King Duarte (1391 - 1438)
The eleventh King of Portugal, Duarte was the son of João I and Philippa of Lancaster. He was born in Viseu on 31 October 1391. His reign was short but decisive, lasting only five years. He strongly advanced the internal administration and maritime expansion, through his North African campaign.
At the level of internal political affairs, Duarte passed the Lei Mental, a set of laws of major importance for governance of the realm. He convened the national assemblies or Cortes five times during his reign (in Santarém in 1433 and 1434; in Évora in 1435 and 1436; and in Leiria in 1438), revealing his constant concern with consulting public opinion.
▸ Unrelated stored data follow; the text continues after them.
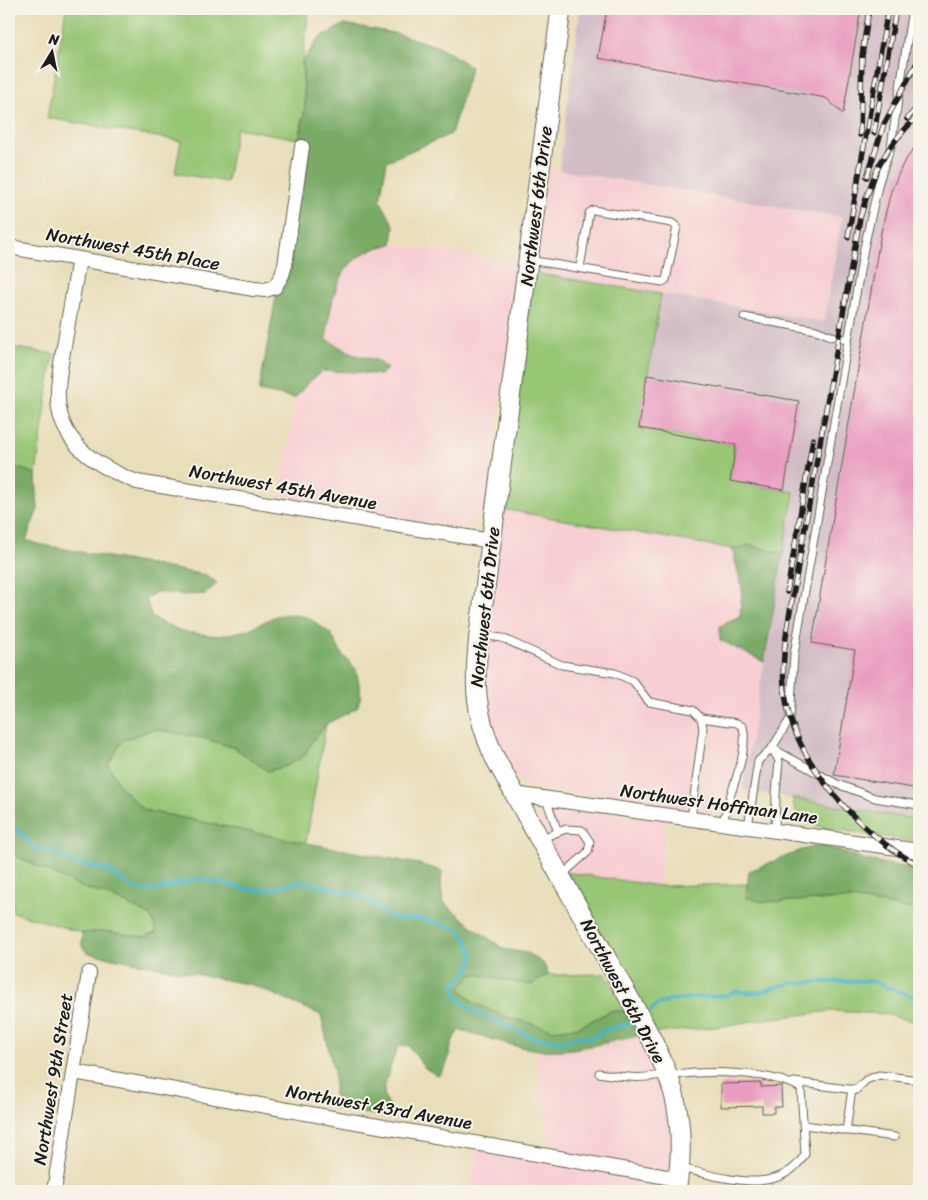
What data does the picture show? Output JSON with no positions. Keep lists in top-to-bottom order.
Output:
{
  "streets": {
    "main road": ["Northwest 6th Drive"],
    "street": [
      "Northwest 45th Place",
      "Northwest 45th Avenue",
      "Northwest Hoffman Lane",
      "Northwest 9th Street",
      "Northwest 43rd Avenue"
    ]
  },
  "crossings": [
    ["Northwest 6th Drive", "Northwest 45th Avenue"],
    ["Northwest 6th Drive", "Northwest Hoffman Lane"],
    ["Northwest 6th Drive", "Northwest 43rd Avenue"],
    ["Northwest 45th Place", "Northwest 45th Avenue"],
    ["Northwest 9th Street", "Northwest 43rd Avenue"]
  ],
  "north": "top"
}
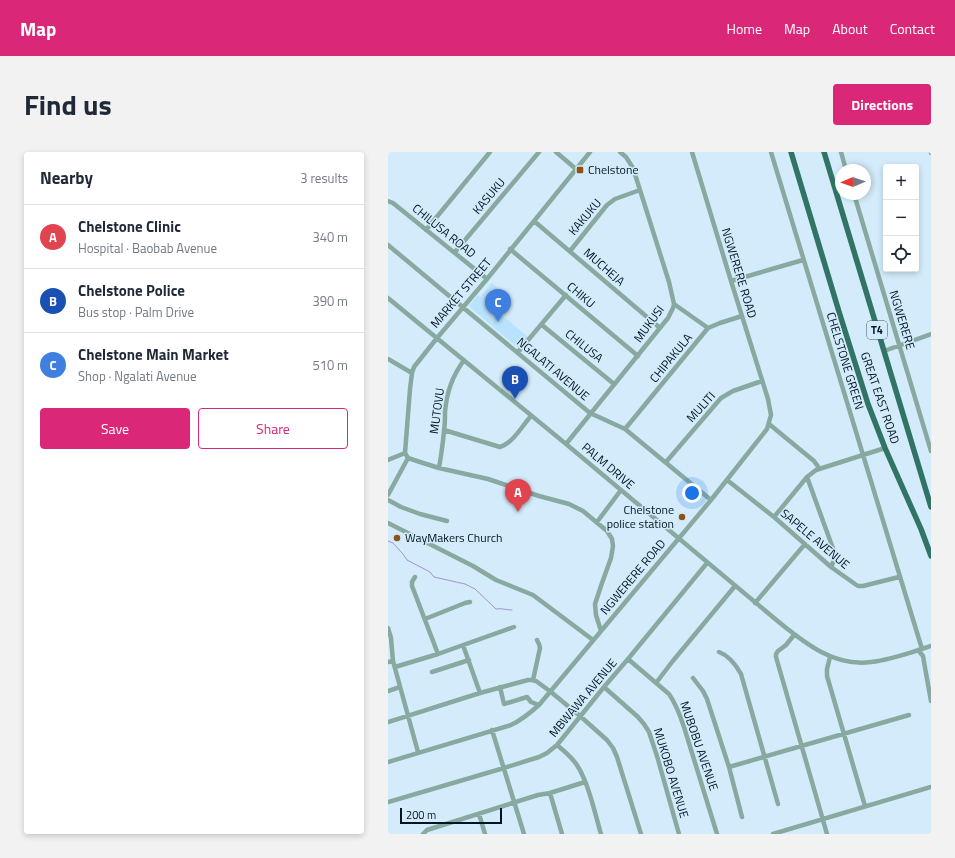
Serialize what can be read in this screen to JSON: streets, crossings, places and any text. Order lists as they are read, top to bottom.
{
  "streets": {
    "main road": ["T4", "GREAT EAST ROAD"],
    "street": [
      "KASUKU",
      "KAKUKU",
      "CHILUSA ROAD",
      "MUCHEJA",
      "NGWERERE ROAD",
      "MARKET STREET",
      "CHIKU",
      "NGWERERE",
      "MUKUSI",
      "CHILUSA",
      "CHIPAKULA",
      "CHELSTONE GREEN",
      "NGALATI AVENUE",
      "MULITI",
      "MUTOVU",
      "PALM DRIVE",
      "SAPELE AVENUE",
      "MBWAWA AVENUE",
      "MUBOBU AVENUE",
      "MUKOBO AVENUE"
    ]
  },
  "crossings": [
    ["KASUKU", "CHILUSA ROAD"],
    ["KAKUKU", "MUCHEJA"],
    ["KAKUKU", "MUKUSI"],
    ["CHILUSA ROAD", "MARKET STREET"],
    ["MUCHEJA", "MARKET STREET"],
    ["MUCHEJA", "MUKUSI"],
    ["NGWERERE ROAD", "CHIPAKULA"],
    ["NGWERERE ROAD", "NGALATI AVENUE"],
    ["NGWERERE ROAD", "MULITI"],
    ["NGWERERE ROAD", "PALM DRIVE"],
    ["NGWERERE ROAD", "SAPELE AVENUE"],
    ["MARKET STREET", "CHIKU"],
    ["MARKET STREET", "NGALATI AVENUE"],
    ["MARKET STREET", "PALM DRIVE"],
    ["CHIKU", "MUKUSI"],
    ["MUKUSI", "CHILUSA"],
    ["MUKUSI", "NGALATI AVENUE"],
    ["MUKUSI", "PALM DRIVE"],
    ["CHIPAKULA", "NGALATI AVENUE"],
    ["CHELSTONE GREEN", "PALM DRIVE"],
    ["CHELSTONE GREEN", "SAPELE AVENUE"],
    ["NGALATI AVENUE", "MULITI"],
    ["MUTOVU", "PALM DRIVE"],
    ["PALM DRIVE", "MBWAWA AVENUE"],
    ["MBWAWA AVENUE", "MUBOBU AVENUE"],
    ["MBWAWA AVENUE", "MUKOBO AVENUE"]
  ],
  "places": {
    "transit": ["Chelstone"],
    "other": ["Chelstone police station", "WayMakers Church"]
  },
  "scale_bar": "200 m",
  "north": "left",
  "page": {
    "header": "Map",
    "nav": [
      "Home",
      "Map",
      "About",
      "Contact"
    ],
    "title": "Find us",
    "buttons": [
      "Directions",
      ["Save", "Share"]
    ],
    "heading": ["Nearby", "3 results"],
    "map_buttons": ["+", "−"],
    "list": [
      {
        "mark": "A",
        "name": "Chelstone Clinic",
        "note": "Hospital · Baobab Avenue",
        "value": "340 m"
      },
      {
        "mark": "B",
        "name": "Chelstone Police",
        "note": "Bus stop · Palm Drive",
        "value": "390 m"
      },
      {
        "mark": "C",
        "name": "Chelstone Main Market",
        "note": "Shop · Ngalati Avenue",
        "value": "510 m"
      }
    ],
    "pins": ["C", "B", "A"],
    "scale": "200 m"
  }
}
Duarte's reign was marked by the rounding of Cape Bojador by Gil Eanes, a feat that opened up the African coast to more rapid exploration and dynamised maritime expansion.
With the support of his queen, Leonor (Eleanor) of Aragon, and his brothers Fernando and Henrique, Dinis launched a campaign of expansion in North Africa against the advice of other members of his family.
The military debacle at Tangier and the resulting death of Fernando in captivity in Morocco, affected Duarte and all his family drastically.
Duarte died at the Convent of Christ in Tomar on 13 September 1438. He was laid to rest in the pantheon of the Aviz dynasty in the Monastery of Batalha.